NOTE (2016/03/26 01:30PM): The content of this post has has been fixed. I must thank Lawrence Crowl for pointing out my mistake at SG14 GDC 2016 meeting.
It is well known that using ordering comparison operators (<, <=, >, >=) with mixed signed/unsigned types result in warnings and, ultimately, in undefinedunexpected behaviour.
I never loved this, and I always tried to avoid it by using a simple trick, which apparently can be made into a definition that will make operators in mixed sign cases avoid undefined behaviour and have unsurprising semantics.
A simple function to convert from signed to unsigned is the key:
template<typename T> auto to_unsigned(T value) { return std::make_unsigned_t<T>(value); }
This function alone could raise UB if we apply to a negative value, but all the positive signed values fit in the corresponding unsigned type, and the conversion maintain the value intact.
Now the various cases are actually straightforward, and are listed in the table below for the expression X <op> Y:
<op> | X | Y | Expression |
---|---|---|---|
< or <= | signed | unsigned | (X < 0) || (to_unsigned(X) <op> Y) |
< or <= | unsigned | signed | (Y >= 0) && (X <op> to_unsigned(Y)) |
> or >= | signed | unsigned | (X >= 0) && (to_unsigned(X) <op> Y) |
> or >= | unsigned | signed | (Y < 0) || (X <op> to_unsigned(Y)) |
All the comparisons are now well defined (comparison against 0 are signed, comparison between the two operands are all unsigned).
For completeness, let’s also add the equality operators
<op> | X | Y | Expression |
---|---|---|---|
== | signed | unsigned | (X >= 0) && (X <op> std::make_unsigned() |
== | unsigned | signed | (Y >= 0) && (X <op> std::make_unsigned(Y)) |
!= | signed | unsigned | (X < 0) || (std::make_unsigned(X) <op> Y) |
!= | unsigned | signed | (Y < 0) || (X <op> std::make_unsigned(Y)) |
So, what’s the problem? If it’s that simple, why nobody has standardised this yet?
I think the problem relies on equality comparison, which is defined oddly, and might result in confusion. Current wording for the standard is the following (taken from one of the latest C++14 drafts):
- Many binary operators that expect operands of arithmetic or enumeration type cause conversions and yield result types in a similar way. The purpose is to yield a common type, which is also the type of the result.
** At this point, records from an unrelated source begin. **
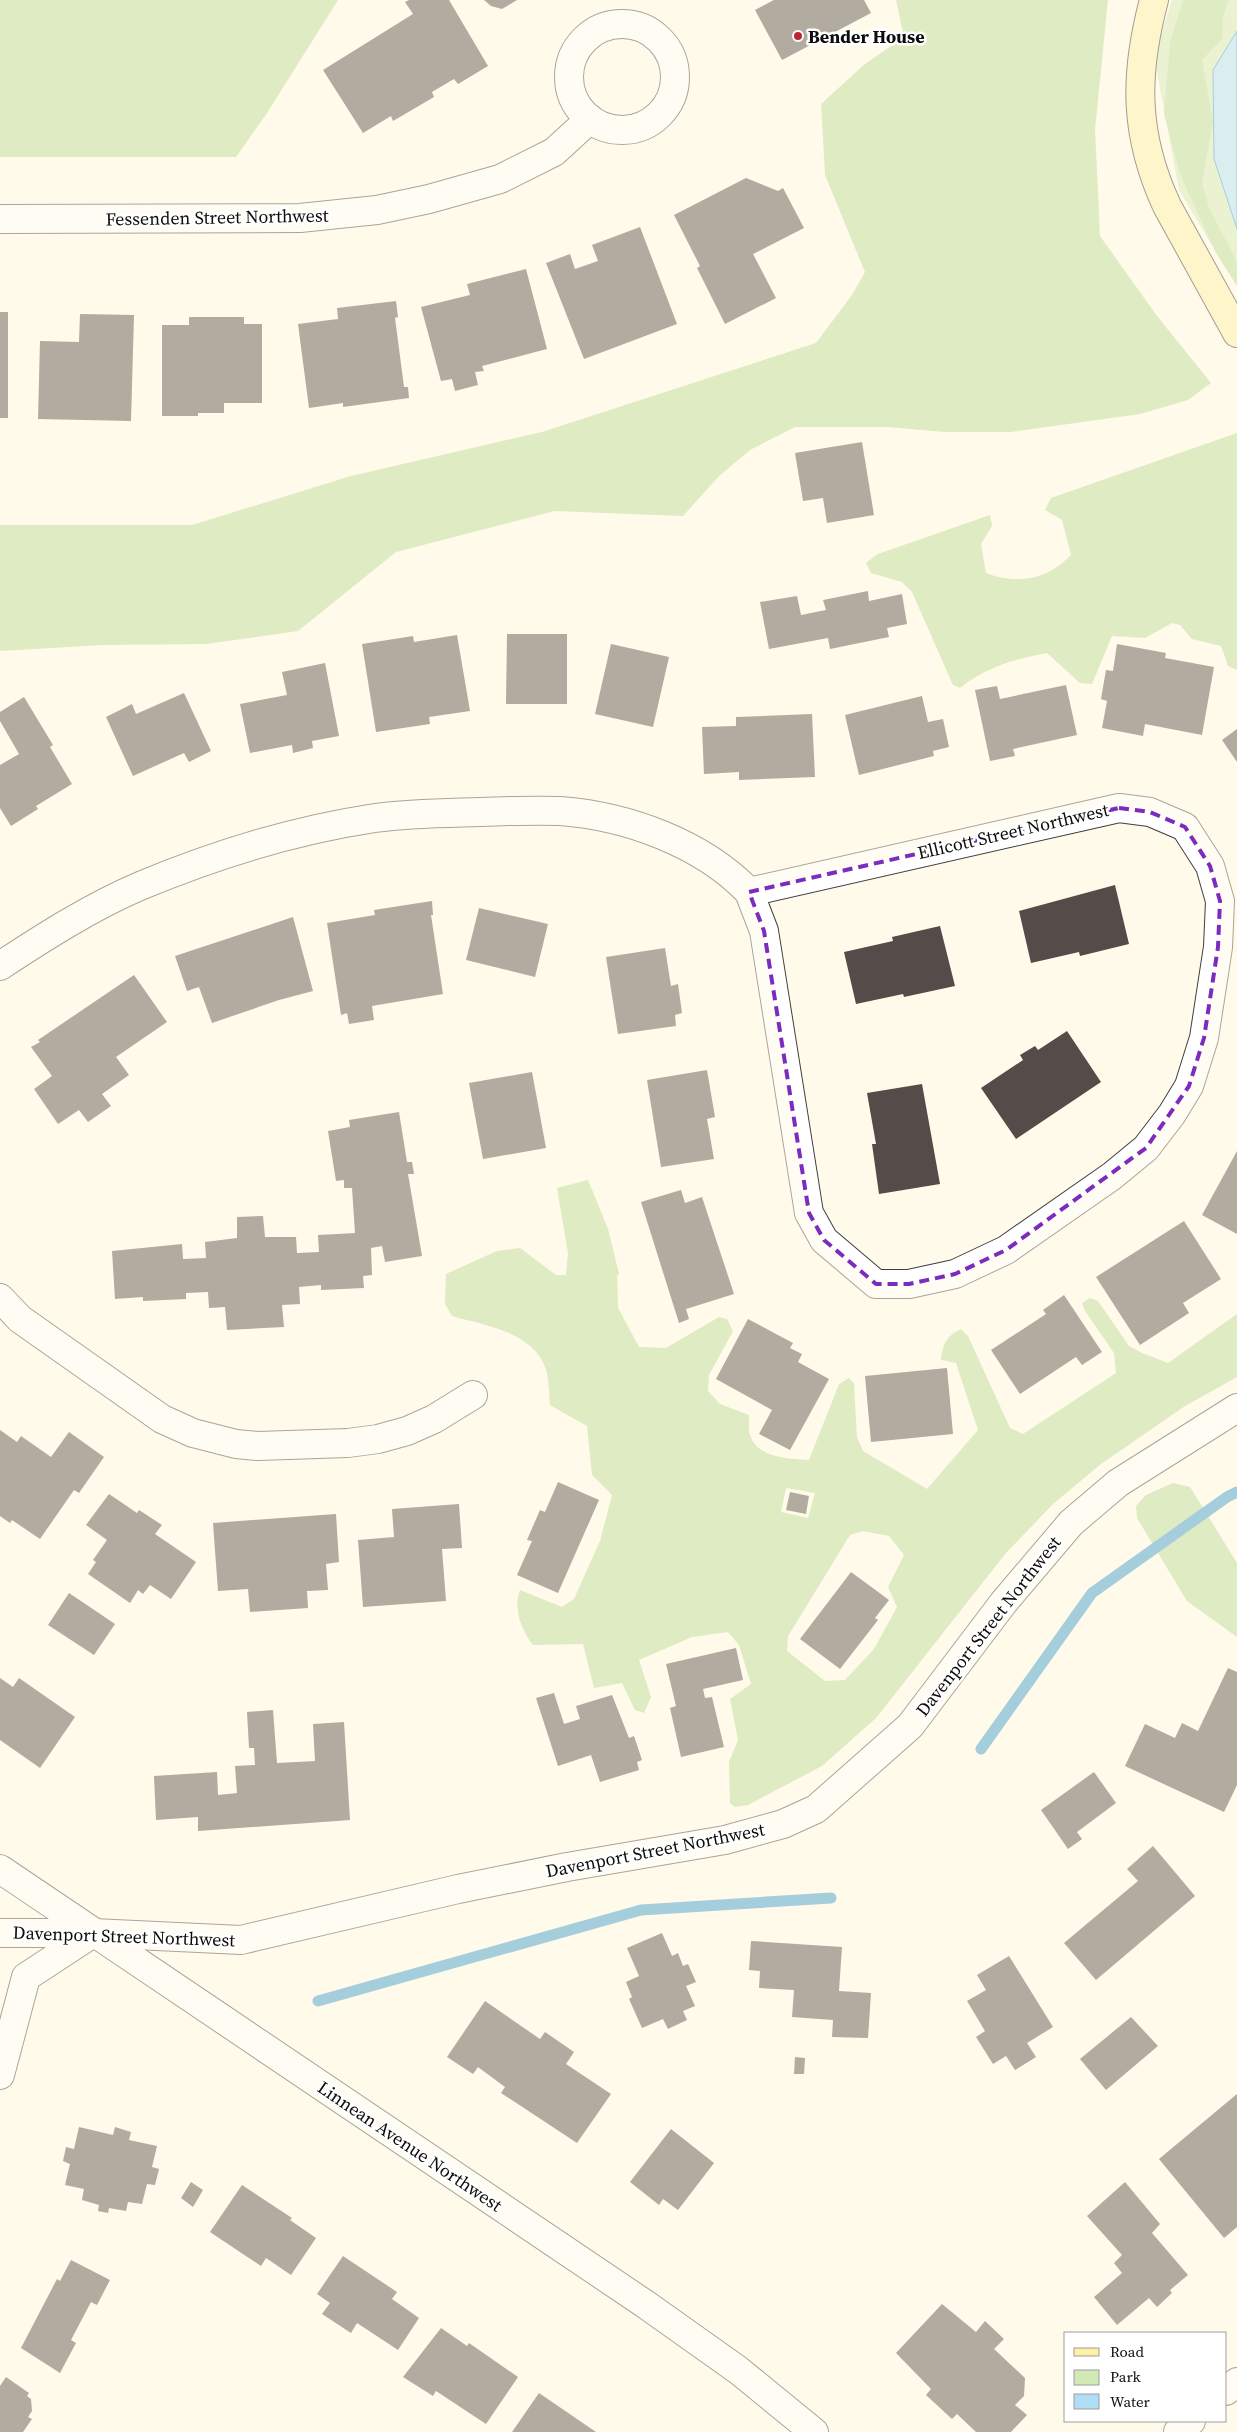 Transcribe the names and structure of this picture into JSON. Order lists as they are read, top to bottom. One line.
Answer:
{"streets":{"street":["Fessenden Street Northwest","Ellicott Street Northwest","Davenport Street Northwest","Linnean Avenue Northwest"]},"crossings":[["Davenport Street Northwest","Linnean Avenue Northwest"]],"places":["Bender House"],"legend":["Road","Park","Water"]} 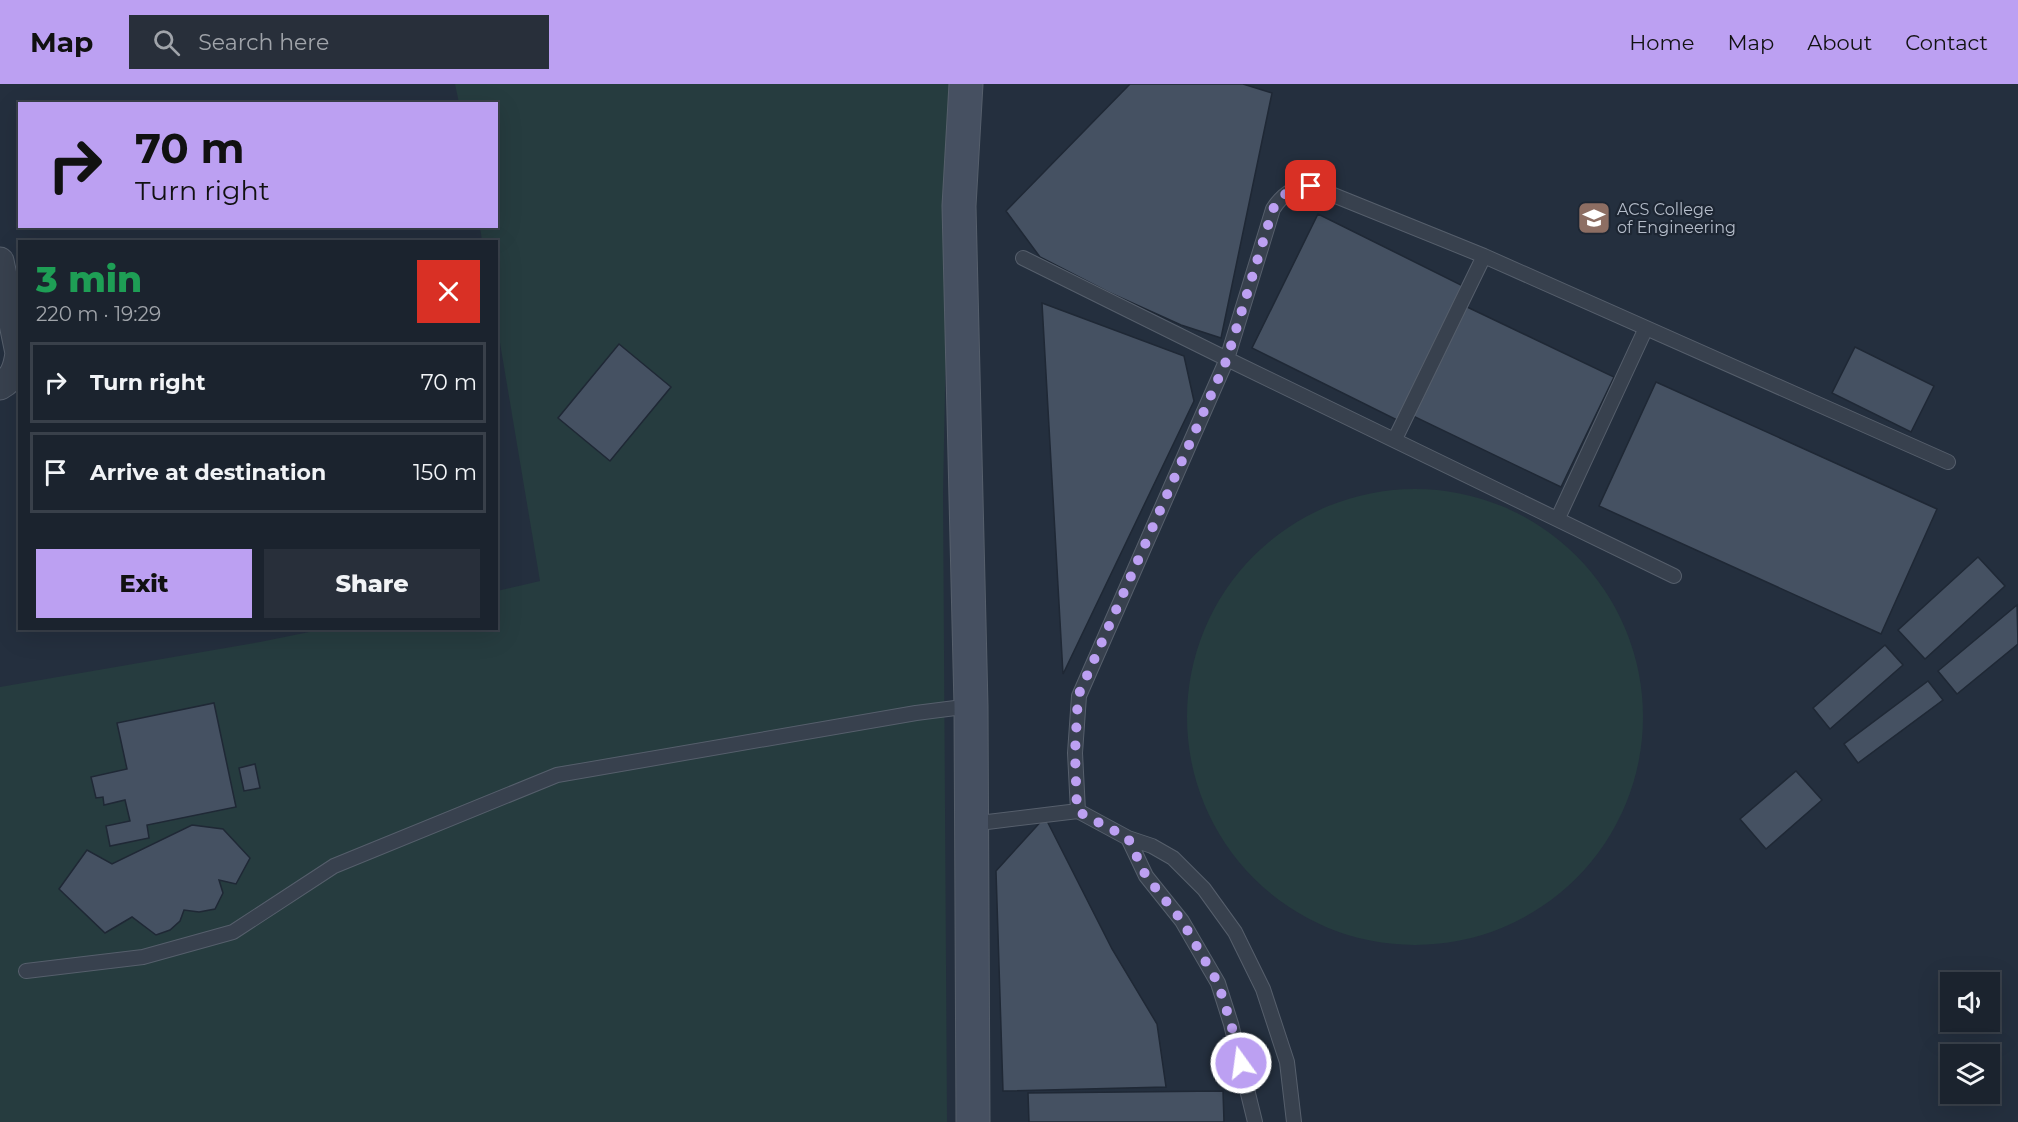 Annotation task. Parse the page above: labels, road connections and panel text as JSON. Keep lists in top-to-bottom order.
{
  "places": {
    "school or university": ["ACS College of Engineering"]
  },
  "page": {
    "header": "Map",
    "search": "Search here",
    "nav": [
      "Home",
      "Map",
      "About",
      "Contact"
    ],
    "turn": ["70 m", "Turn right"],
    "heading": ["3 min", "220 m · 19:29"],
    "list": [
      {
        "name": "Turn right",
        "value": "70 m"
      },
      {
        "name": "Arrive at destination",
        "value": "150 m"
      }
    ],
    "buttons": ["Exit", "Share"]
  }
} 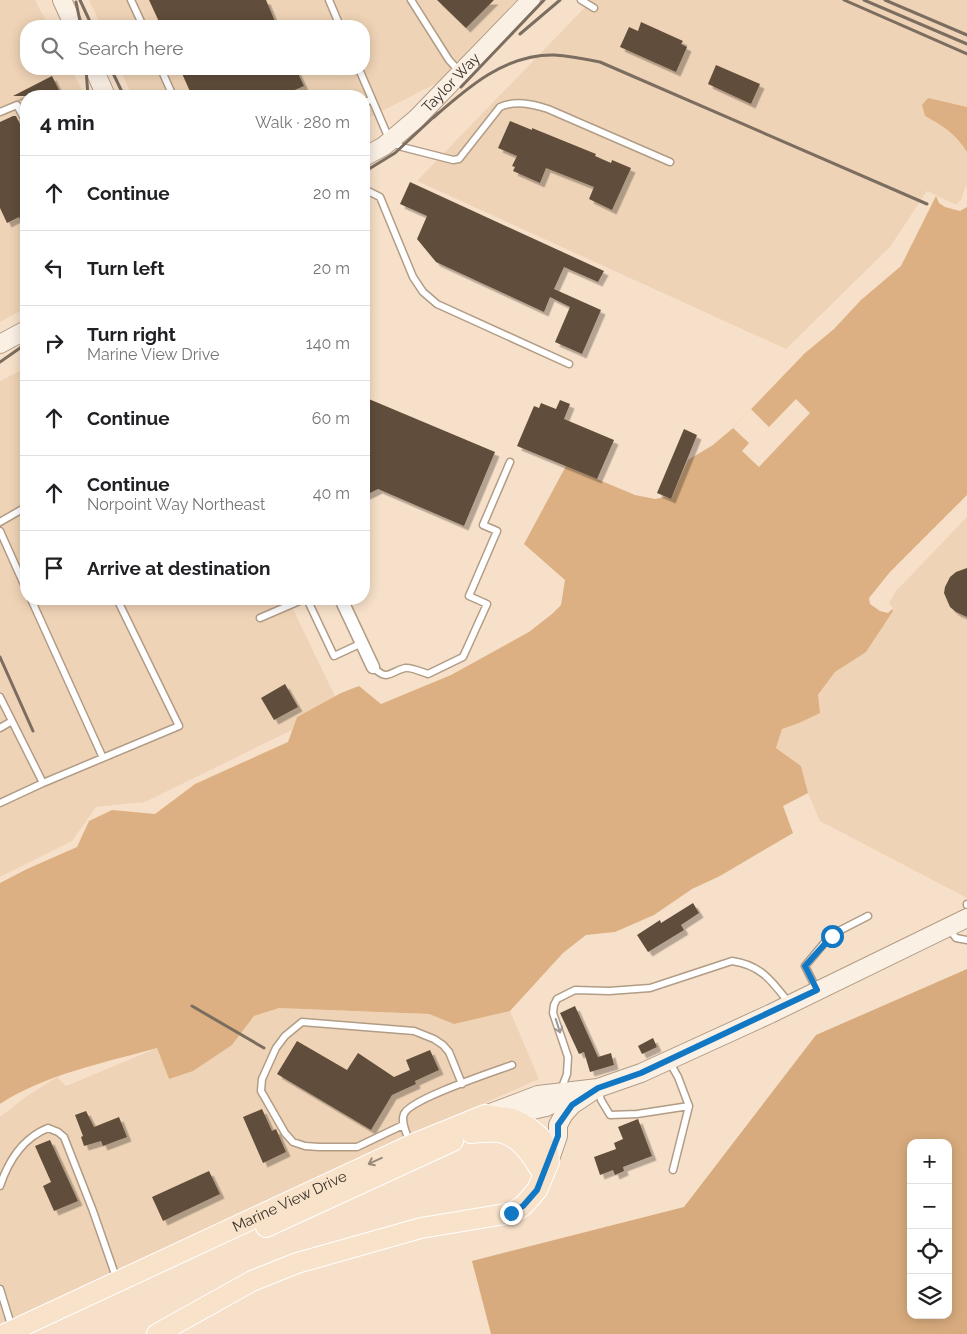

This pattern is called the usual arithmetic conversions, which are defined as follows:
- […]
- Otherwise, the integral promotions (4.5) shall be performed on both operands.62 Then the following rules shall be applied to the promoted operands:
- If both operands have the same type, no further conversion is needed.
- Otherwise, if both operands have signed integer types or both have unsigned integer types, the operand with the type of lesser integer conversion rank shall be converted to the type of the operand with greater rank.
- Otherwise, if the operand that has unsigned integer type has rank greater than or equal to the rank of the type of the other operand, the operand with signed integer type shall be converted to the type of the operand with unsigned integer type.
- Otherwise, if the type of the operand with signed integer type can represent all of the values of the type of the operand with unsigned integer type, the operand with unsigned integer type shall be converted to the type of the operand with signed integer type.
- Otherwise, both operands shall be converted to the unsigned integer type corresponding to the type of the operand with signed integer type.
Apparently, if conversion from signed to unsigned is deterministic, this gives the opportunity to assume that the following code will print “true”:
int s = -1; unsigned int u = (unsigned int)s; //* explicit conversion of a negative value to unsigned if (s == u) //* implicit conversion of a negative value to unsigned cout << "true"; else cout << "false";
Someone already interpreted this code as correct, such as here. It is my opinion the two lines marked as //*
will invoke undefined behaviour themselves (the second one because of the conversion, and not the comparison).
This actually holds also for inequalities, but the reasoning there is clearly wrong (because for normal humans the fact that in most platform (1u < -1)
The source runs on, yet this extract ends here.